§ PROBLEM TO SOLVE
The word "Math" occurs in some lines of the data. Return each such line.

-- TASK MATERIAL follows --

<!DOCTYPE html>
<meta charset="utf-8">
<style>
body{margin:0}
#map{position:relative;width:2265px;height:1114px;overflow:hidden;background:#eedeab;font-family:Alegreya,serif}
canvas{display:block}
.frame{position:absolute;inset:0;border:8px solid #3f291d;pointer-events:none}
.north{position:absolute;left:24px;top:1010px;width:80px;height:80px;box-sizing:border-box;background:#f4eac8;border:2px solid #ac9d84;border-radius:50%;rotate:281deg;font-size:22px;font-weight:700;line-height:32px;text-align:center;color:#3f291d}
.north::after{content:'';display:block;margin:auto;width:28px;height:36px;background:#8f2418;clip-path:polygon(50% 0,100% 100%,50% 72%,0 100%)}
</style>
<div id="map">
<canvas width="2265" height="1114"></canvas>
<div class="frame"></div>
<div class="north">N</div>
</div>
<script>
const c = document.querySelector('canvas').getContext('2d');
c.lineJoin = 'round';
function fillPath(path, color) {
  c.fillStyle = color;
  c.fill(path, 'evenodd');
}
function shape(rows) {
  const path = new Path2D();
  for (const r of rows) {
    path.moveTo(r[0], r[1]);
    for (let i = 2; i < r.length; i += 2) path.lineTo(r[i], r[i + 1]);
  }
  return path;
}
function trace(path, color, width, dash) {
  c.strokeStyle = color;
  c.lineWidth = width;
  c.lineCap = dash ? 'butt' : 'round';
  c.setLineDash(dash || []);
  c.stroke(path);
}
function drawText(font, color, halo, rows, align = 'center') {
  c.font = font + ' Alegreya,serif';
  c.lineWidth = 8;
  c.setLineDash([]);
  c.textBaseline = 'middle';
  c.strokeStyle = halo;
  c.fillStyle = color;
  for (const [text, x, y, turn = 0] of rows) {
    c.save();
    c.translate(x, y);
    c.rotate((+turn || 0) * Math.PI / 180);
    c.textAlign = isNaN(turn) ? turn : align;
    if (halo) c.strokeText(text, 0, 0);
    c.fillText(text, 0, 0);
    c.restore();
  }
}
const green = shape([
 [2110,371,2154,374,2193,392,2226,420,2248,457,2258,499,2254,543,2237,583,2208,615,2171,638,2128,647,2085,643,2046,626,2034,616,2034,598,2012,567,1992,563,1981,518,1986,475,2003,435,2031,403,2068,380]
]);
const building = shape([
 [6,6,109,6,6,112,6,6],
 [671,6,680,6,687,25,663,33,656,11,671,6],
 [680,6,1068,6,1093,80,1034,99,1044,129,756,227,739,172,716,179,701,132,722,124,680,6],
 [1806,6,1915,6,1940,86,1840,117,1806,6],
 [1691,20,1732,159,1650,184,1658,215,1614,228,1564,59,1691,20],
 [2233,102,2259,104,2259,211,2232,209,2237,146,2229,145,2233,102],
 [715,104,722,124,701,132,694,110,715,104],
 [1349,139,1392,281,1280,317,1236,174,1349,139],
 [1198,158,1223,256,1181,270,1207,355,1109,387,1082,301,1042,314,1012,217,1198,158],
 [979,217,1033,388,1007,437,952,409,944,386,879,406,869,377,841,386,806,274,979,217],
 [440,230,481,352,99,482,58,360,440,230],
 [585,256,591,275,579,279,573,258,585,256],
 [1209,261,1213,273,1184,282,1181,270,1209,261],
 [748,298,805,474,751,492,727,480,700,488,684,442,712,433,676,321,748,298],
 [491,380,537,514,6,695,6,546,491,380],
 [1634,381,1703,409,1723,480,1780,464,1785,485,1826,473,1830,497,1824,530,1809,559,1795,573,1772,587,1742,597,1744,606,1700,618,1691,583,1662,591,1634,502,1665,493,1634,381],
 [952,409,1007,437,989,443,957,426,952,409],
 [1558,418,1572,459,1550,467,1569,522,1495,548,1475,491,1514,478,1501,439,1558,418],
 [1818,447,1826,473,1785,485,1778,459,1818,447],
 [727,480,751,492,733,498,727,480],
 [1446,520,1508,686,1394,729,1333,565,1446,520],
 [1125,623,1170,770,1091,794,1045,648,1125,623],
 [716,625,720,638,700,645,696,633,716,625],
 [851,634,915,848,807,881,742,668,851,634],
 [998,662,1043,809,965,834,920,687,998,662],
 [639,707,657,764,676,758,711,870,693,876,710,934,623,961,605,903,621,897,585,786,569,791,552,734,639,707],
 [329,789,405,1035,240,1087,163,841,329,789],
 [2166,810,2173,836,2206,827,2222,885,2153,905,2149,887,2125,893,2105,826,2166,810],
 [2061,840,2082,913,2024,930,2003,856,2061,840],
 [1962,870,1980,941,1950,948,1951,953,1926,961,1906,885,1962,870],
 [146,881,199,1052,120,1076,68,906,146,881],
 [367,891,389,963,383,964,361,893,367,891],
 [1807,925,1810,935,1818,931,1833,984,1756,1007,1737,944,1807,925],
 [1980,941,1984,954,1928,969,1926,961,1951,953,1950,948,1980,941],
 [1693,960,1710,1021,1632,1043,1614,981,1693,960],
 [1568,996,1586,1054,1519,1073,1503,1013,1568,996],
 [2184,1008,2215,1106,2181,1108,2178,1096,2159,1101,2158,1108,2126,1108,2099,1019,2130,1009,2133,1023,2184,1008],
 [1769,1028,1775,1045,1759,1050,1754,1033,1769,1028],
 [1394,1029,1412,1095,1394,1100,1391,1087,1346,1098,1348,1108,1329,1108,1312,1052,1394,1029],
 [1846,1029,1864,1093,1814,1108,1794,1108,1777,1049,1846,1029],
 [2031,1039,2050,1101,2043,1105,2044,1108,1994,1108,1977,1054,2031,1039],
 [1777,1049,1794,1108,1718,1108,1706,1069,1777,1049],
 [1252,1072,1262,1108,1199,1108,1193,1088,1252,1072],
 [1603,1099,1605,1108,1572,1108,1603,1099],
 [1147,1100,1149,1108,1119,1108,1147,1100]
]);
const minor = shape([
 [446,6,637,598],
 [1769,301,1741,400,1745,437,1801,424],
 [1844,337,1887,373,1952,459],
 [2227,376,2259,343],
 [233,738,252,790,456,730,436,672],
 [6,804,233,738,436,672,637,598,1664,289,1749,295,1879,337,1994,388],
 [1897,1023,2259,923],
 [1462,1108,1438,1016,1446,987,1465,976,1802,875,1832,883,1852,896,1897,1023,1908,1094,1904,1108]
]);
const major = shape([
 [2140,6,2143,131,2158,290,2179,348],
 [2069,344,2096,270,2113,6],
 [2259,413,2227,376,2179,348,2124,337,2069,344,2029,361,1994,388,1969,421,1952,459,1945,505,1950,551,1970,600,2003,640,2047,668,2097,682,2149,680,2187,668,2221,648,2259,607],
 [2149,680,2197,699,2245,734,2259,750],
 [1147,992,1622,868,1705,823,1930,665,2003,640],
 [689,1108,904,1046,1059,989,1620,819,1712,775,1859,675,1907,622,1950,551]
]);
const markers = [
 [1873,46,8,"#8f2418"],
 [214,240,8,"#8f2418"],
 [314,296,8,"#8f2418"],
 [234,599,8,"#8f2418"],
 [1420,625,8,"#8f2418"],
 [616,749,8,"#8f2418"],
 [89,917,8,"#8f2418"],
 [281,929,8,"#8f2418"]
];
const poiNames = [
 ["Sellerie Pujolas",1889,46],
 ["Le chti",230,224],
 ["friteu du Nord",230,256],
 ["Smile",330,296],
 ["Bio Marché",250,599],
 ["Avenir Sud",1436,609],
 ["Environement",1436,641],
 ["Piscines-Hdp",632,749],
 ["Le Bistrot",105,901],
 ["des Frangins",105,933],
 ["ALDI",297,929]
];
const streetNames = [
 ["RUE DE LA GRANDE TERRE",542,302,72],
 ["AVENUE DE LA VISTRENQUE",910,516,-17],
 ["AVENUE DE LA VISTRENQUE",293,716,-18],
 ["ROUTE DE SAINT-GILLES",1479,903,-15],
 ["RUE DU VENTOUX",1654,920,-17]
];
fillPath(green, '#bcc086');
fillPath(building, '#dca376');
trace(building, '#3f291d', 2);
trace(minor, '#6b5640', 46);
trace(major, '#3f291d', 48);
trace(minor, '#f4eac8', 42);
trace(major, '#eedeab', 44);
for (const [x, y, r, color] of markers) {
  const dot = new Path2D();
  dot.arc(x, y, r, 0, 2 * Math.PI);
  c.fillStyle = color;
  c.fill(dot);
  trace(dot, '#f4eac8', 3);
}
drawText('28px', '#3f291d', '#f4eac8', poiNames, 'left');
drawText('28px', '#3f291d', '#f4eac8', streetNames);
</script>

-- TASK MATERIAL concluded --

§ TASK OUTPUT
    c.rotate((+turn || 0) * Math.PI / 180);
  dot.arc(x, y, r, 0, 2 * Math.PI);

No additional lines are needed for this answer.